GEOSYSTEM FAILURES FROM A 1000-YR FLOOD EVENT:  PIPE CULVERTS


GASSMAN, Sarah, SASANAKUL, Inthuorn, PIERCE, Charles, GHEIBI, Emad, OVALLE VILLAMIL, William, RAHMAN, Mostaqur and STARCHER, Ryan, Civil and Environmental Engineering, University of South Carolina, Columbia, SC 29212, gassman@cec.sc.edu

South Carolina recently experienced a 1000-year rainfall event that caused catastrophic flooding and crippled the transportation infrastructure. Initially, almost 400 roadways were closed due to flooding, a majority of which were closed from roadway washouts. Initial SCDOT reports indicated that many of these roadway washouts resulted from failure of the pipe culvert soil system beneath the roadway. Pipe culverts are used primarily to channel water beneath roadways from uphill drainage or roadside ditches. In South Carolina, they are made from reinforced concrete, aluminum or high-density polyethylene and are installed in either trench or embankment configurations.

During an extreme flood event, failure of the pipe culvert may be accelerated by a) instability of the local ground caused by rapid increase of ground water table, b) erosion of the structural fill supporting the pipe culvert, reducing the overall strength of soil-pipe system, and c) increasing of hydrostatic pressure which applies additional water loads to the pipe and structural fill and can cause buckling of the pipe. Furthermore, as pipe culverts age with time, the pipe material deteriorates due to abrasion and other environmental stresses. The culvert infrastructure is critical to not only preventing flooding during normal and extreme conditions but is integral to proper road and highway maintenance.

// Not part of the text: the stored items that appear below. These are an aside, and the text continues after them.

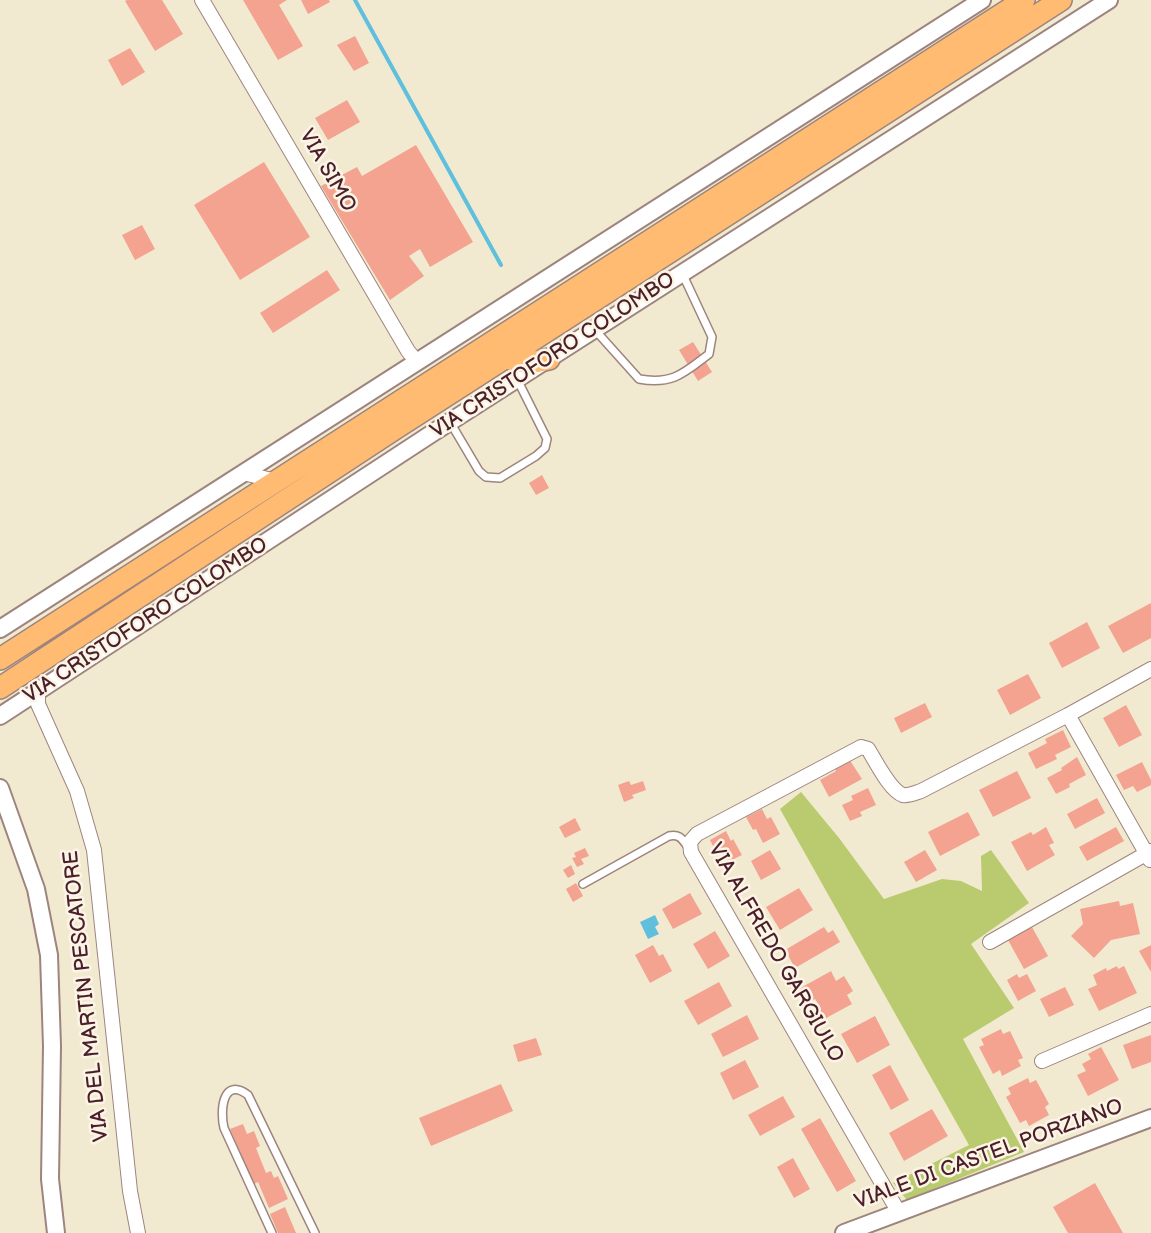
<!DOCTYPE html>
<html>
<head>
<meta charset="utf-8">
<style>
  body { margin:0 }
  canvas { display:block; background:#f2ead0 }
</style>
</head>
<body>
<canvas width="1151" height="1233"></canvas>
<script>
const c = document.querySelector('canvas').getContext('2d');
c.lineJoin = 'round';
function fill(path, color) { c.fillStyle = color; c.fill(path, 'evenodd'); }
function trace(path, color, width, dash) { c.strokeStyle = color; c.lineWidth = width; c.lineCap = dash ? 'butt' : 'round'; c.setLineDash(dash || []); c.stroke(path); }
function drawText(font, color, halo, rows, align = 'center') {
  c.font = font + ' "Balsamiq Sans",sans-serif'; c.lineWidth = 5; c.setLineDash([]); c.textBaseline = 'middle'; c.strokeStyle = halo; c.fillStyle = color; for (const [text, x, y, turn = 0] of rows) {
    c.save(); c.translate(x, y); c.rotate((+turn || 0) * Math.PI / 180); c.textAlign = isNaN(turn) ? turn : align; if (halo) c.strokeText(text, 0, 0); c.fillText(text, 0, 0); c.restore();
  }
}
const green = new Path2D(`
  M801,792l38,46 45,61 58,-20 19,2 21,10 -1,-35 10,-6 38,53 -58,41 43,64 -51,31 61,113 -117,48 -14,-17 76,-38 -189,-336z`);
const water = new Path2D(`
  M655,915l4,9 -4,3 4,7 -11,5 -8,-17z`);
const stream = new Path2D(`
  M355,0l146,265`);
const building = new Path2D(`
  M127,0h35l21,34 -28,17 -30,-50z
  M243,0h44l-8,5 24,41 -25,14z
  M301,0h28l1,2 -22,12z
  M355,36l14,27 -15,8 -17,-26z
  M130,48l15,24 -23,14 -14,-26z
  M347,100l13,22 -32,18 -13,-22z
  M416,145l57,97 -43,25 -10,-18 -11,7 15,20 -34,24 -69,-114 36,-19 5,9z
  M264,162l46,75 -70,43 -46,-75z
  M142,225l13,24 -20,11 -13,-25z
  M327,270l13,20 -67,43 -13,-20z
  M693,342l19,30 -14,9 -19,-31z
  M542,475l7,13 -13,7 -7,-12z
  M1151,603v35l-28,15 -15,-27z
  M1087,622l13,26 -38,20 -13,-25z
  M1028,674l13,24 -31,17 -13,-25z
  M925,703l7,14 -31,16 -7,-15z
  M1126,705l16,30 -23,12 -16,-29z
  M1063,730l8,17 -16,8 2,4 -21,10 -8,-16 19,-10 -2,-4z
  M1077,757l9,18 -17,9 1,3 -14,7 -9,-16 15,-8 -1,-2z
  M849,759l13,20 -33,18 -9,-17 16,-9 -2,-4z
  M1142,762l9,18v5l-14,7 -4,-6 -9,4 -8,-15z
  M1017,771l14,27 -38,19 -14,-27z
  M629,781l2,4 12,-4 3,9 -14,5 2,3 -10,4 -6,-17z
  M868,788l8,17 -16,7 2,4 -12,5 -8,-16 11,-5 -2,-4z
  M1097,798l8,15 -30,16 -8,-15z
  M762,809l5,10 4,-2 9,17 -17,9 -7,-14 -3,1 -7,-13z
  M968,812l12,23 -40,21 -12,-24z
  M575,818l6,12 -16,8 -6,-11z
  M1046,827l8,16 -5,2 6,10 -28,16 -16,-29 20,-10 2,3z
  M1116,827l8,14 -37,20 -8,-14z
  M726,831l5,10 2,-2 9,16 -16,8 -6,-11 -3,2 -7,-14z
  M585,848l4,8 -8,3 3,5 -7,3 -5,-9 4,-1 -2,-4z
  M770,850l11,19 -20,11 -10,-19z
  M925,850l12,20 -21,12 -12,-20z
  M571,865l4,9 -7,4 -5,-8z
  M576,883l7,13 -10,6 -7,-13z
  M799,888l14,22 -33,20 -14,-23z
  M690,893l12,21 -29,15 -11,-20z
  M1119,901l1,5 13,-3 7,31 -29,6 -17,18 -23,-22 12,-12 -3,-15z
  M824,927l4,6 5,-3 7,12 -45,26 -10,-18z
  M1032,927l16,29 -24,13 -16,-29z
  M715,931l15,25 -22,13 -15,-25z
  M653,945l6,11 4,-2 9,17 -22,12 -15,-28z
  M1151,945v27l-12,-21z
  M1117,966l1,3 6,-3 13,27 -38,18 -11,-22 9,-4 -4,-10 13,-7 1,3z
  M831,971l5,10 8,-5 9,15 -6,4 5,9 -35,19 -7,-13 9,-5 -4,-6 -9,5 -9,-14z
  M1017,974l2,4 8,-4 9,17 -18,10 -11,-21z
  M719,982l13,24 -34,19 -14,-24z
  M1065,987l9,18 -25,12 -9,-18z
  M747,1015l12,24 -36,18 -12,-23z
  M875,1016l15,29 -33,18 -16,-29z
  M1001,1029l2,5 7,-3 13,27 -5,2 3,6 -19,10 -2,-6 -7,4 -14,-27 5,-2 -3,-6z
  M1151,1035v27l-19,7 -9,-24z
  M536,1038l6,17 -24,7 -5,-17z
  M1101,1047l18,33 -31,16 -11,-21 9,-4 -4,-7 9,-5 -3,-5z
  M745,1060l14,27 -26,13 -13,-27z
  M890,1065l19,35 -18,10 -19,-35z
  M1028,1078l2,5 6,-3 13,24 -4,3 4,8 -20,11 -3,-6 -6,3 -14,-26 5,-3 -3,-6z
  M501,1084l12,27 -82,35 -12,-28z
  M783,1096l12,21 -35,19 -12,-21z
  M932,1109l16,27 -44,25 -15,-28z
  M820,1118l36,63 -19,11 -36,-63z
  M243,1124l4,10 7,-3 6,15 -4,2 10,25 5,-2 3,7 4,-2 10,23 -19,9 -11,-26 -4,2 -24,-55z
  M793,1158l17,31 -16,9 -17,-31z
  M1095,1183l28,50h-55l-15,-26z
  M285,1207l11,26h-18l-8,-19z`);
const service = new Path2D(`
  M595,330l44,49c34,6 45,-6 70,-25l3,-17 -29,-62
  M450,422l29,49 7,6 14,1 36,-22 9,-8 2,-9 -30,-60
  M583,884l86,-48c11,-2 13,3 19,11
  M272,1233l-48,-105c-4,-16 -2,-52 24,-33l67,138`);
const minor = new Path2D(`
  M202,0l206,351 9,11
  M243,473l33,8
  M38,691v13l39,87 17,59 36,341 8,42
  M1068,715l82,145
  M990,942l161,-91
  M1042,1061l109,-47
  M898,1211l-207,-359 -1,-10 7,-8 164,-87 7,2c7,11 22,42 35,46 6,1 12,-2 18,-4l147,-76 83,-46`);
const tertiary = new Path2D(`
  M0,629l982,-629
  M0,716l431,-282 678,-434
  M0,788l36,101 13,66 3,91 -2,133 6,54
  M844,1233l307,-115`);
const primary = new Path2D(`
  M505,358l25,5 19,-4
  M0,659l1024,-659
  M0,688l396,-260 665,-428`);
const streetNames = [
  ["VIA SIMO",327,171,60],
  ["VIA CRISTOFORO COLOMBO",553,356,-33],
  ["VIA CRISTOFORO COLOMBO",146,621,-33],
  ["VIA ALFREDO GARGIULO",775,953,60],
  ["VIA DEL MARTIN PESCATORE",87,996,-96],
  ["VIALE DI CASTEL PORZIANO",989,1155,-20]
];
fill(green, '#b9cb6e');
fill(water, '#5fbfdd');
trace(stream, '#5fbfdd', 4);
fill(building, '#f3a390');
trace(service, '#9e847e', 10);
trace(minor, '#9e847e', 16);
trace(tertiary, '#9e847e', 20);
trace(primary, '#9e847e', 24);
trace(service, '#fff', 7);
trace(minor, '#fff', 14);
trace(tertiary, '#fff', 16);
trace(primary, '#ffbb71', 21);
drawText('21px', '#4a1f2b', '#fcf5e5', streetNames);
</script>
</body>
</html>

Results from a post-flood reconnaissance study aimed to collect perishable data from sites where pipe culverts failed and roadways were washed out will be presented. The study included collection of extensive photographic evidence and documentation of descriptive information related to the failure; collection of soil samples, and field and laboratory geotechnical tests. These data form valuable sets of well-documented case histories that can be used in the future to support large-scale research for advancing our fundamental understanding of complex failure mechanisms in extreme scenarios.